Armin Laschet, Sonderbeauftragter der Bundesregierung zur rheinisch-kalmierenden Bewirtschaftung der deutschen Gemütslage und zur exegetischen Talkshow-Begleitung kanzleramtlicher Volten in der Flüchtlings- und Migrationspolitik (SBrkBdGeTBkVFM), hat das wirklich noch vor ein paar Tagen zu Angela Merkel gesagt, beim NRW-Sommerfest in Berlin: „Wir wollen weiter offene Grenzen haben. Wenn Sie dafür kämpfen, haben Sie unsere Unterstützung.“ Und auch die Kanzlerin selbst hat es bei einem Besuch in Jordanien vergangene Woche allen Ernstes noch einmal bekräftigt: „Wir müssen ein offenes Land sein.“
Heute, an Tag eins nach einem Gipfel in Brüssel, auf dem die Staats- und Regierungschefs der EU die Festung Europa beschlossen haben, die Verteidigung des Kontinents gegen „illegale Migration“ und die fakultative Vorverlegung der Außengrenzen ins Exterritoriale, nach Libyen, Marokko, Tunesien oder Albanien – heute, nach drei Jahren rettungslos vermurkster Migrationspolitik, fällt es unendlich schwer, Politikern wie Merkel und Laschet noch Reste von Redlichkeit zuzusprechen, weil man nicht weiß, ob man ihr Eintreten für „offenen Grenzen“ frech-naiv oder doch schon zynisch nennen soll.

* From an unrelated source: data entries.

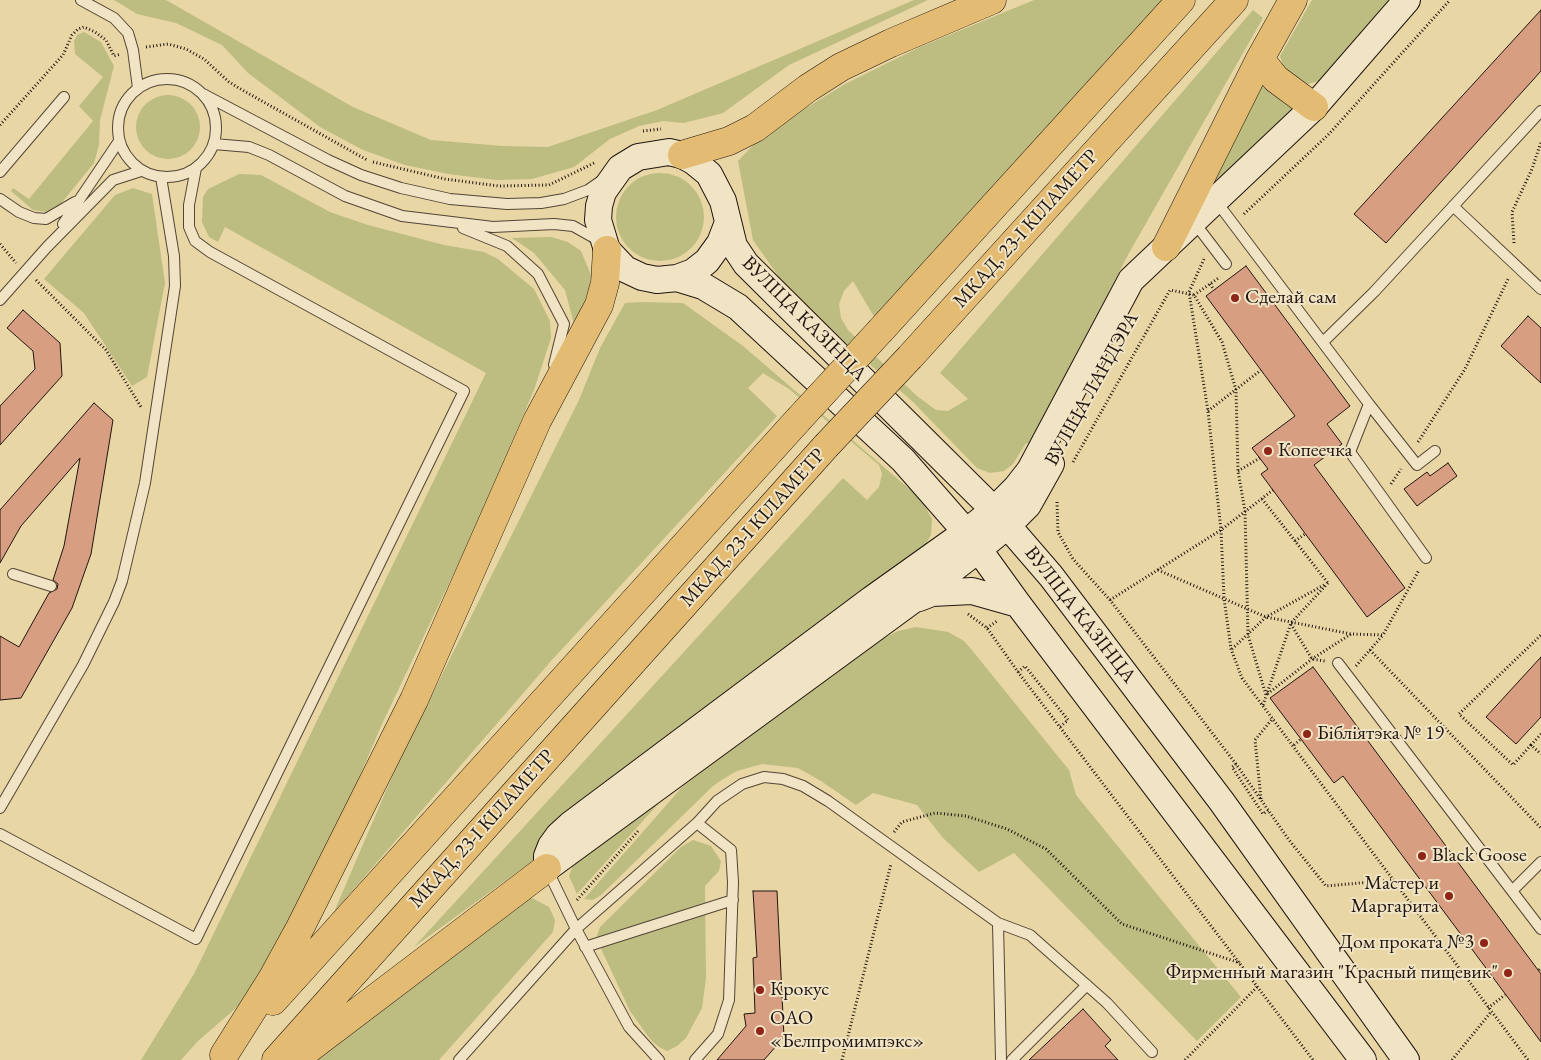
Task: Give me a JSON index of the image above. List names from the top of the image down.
{
  "streets": {
    "highway": ["МКАД, 23-І КІЛАМЕТР"],
    "main road": ["ВУЛІЦА КАЗІНЦА", "ВУЛІЦА ЛАНДЭРА"]
  },
  "crossings": [
    ["ВУЛІЦА КАЗІНЦА", "ВУЛІЦА ЛАНДЭРА"]
  ],
  "places": [
    "Сделай сам",
    "Копеечка",
    "Бібліятэка № 19",
    "Black Goose",
    "Мастер и Маргарита",
    "Дом проката №3",
    "Фирменный магазин \"Красный пищевик\"",
    "Крокус",
    "ОАО «Белпромимпэкс»"
  ]
}
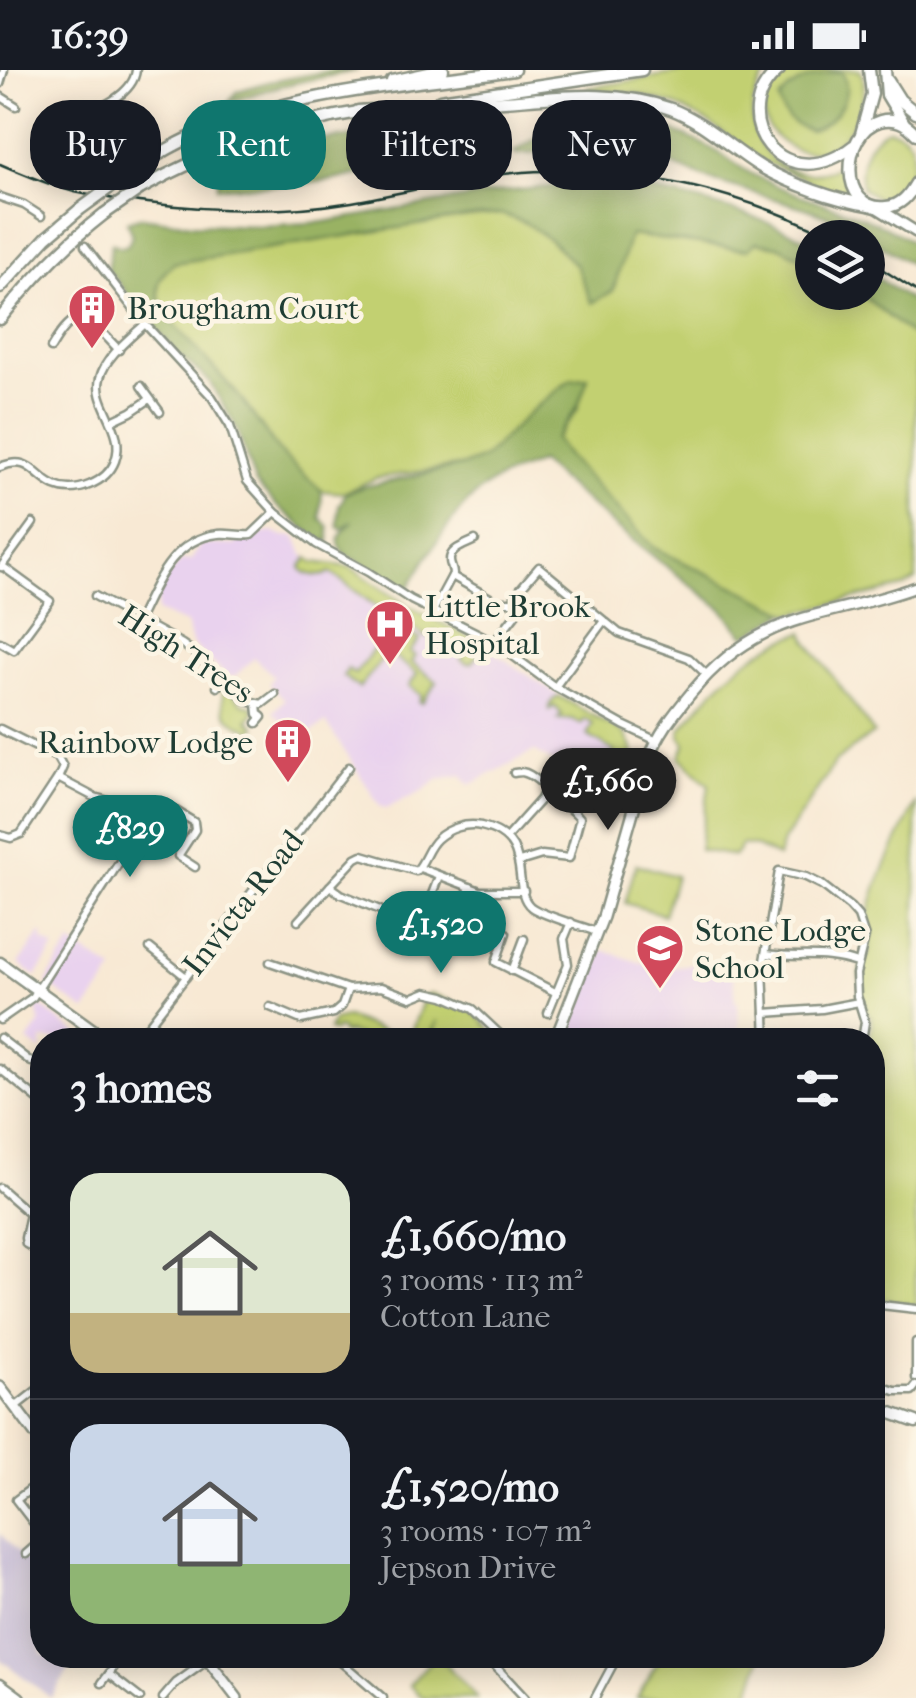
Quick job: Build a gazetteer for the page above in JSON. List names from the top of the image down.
{
  "streets": {
    "street": ["High Trees", "Invicta Road"]
  },
  "places": {
    "building": ["Brougham Court", "Rainbow Lodge"],
    "hospital": ["Little Brook Hospital"],
    "school or university": ["Stone Lodge School"]
  },
  "page": {
    "status": "16:39",
    "chip": [
      "Buy",
      "Rent",
      "Filters",
      "New"
    ],
    "price": ["£1,660", "£829", "£1,520"],
    "heading": "3 homes",
    "list": [
      {
        "name": "£1,660/mo",
        "note": "3 rooms · 113 m² · Cotton Lane"
      },
      {
        "name": "£1,520/mo",
        "note": "3 rooms · 107 m² · Jepson Drive"
      }
    ]
  }
}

Frech-naiv wären Merkel und Laschet, wenn sie ihre „Offenheit“ allein auf ein Deutschland bezögen, das nur Binnengrenzen mit europäischen Ländern kennt. Erstens wünscht sich auch die CSU selbstverständlich keine Schlagbäume zurück; insofern ist die Rede von einem offenen Land eine leere Bekräftigung, gewissermaßen eine Schengen-Tautologie ohne normativpolitischen Sinn. Und zweitens steht der selbst-kongratulatorische Satz – „Wir müssen ein offenes Land sein“ – einem Politiker in Rom, Madrid und Athen schlicht nicht zur Verfügung, weil Italien, Spanien und Griechenland auch beziehungsweise ausschließlich EU-Außengrenzen kennen.
Die EU-Gipfelbeschlüsse zur Migration
Ausdrücklich wird betont, dass das Migrationsthema nur gemeinsam in der EU gelöst werden kann. Der „unkontrollierte Zustrom“ des Jahres 2015 soll sich nicht wiederholen und die illegale Migration auf allen Routen soll bekämpft werden.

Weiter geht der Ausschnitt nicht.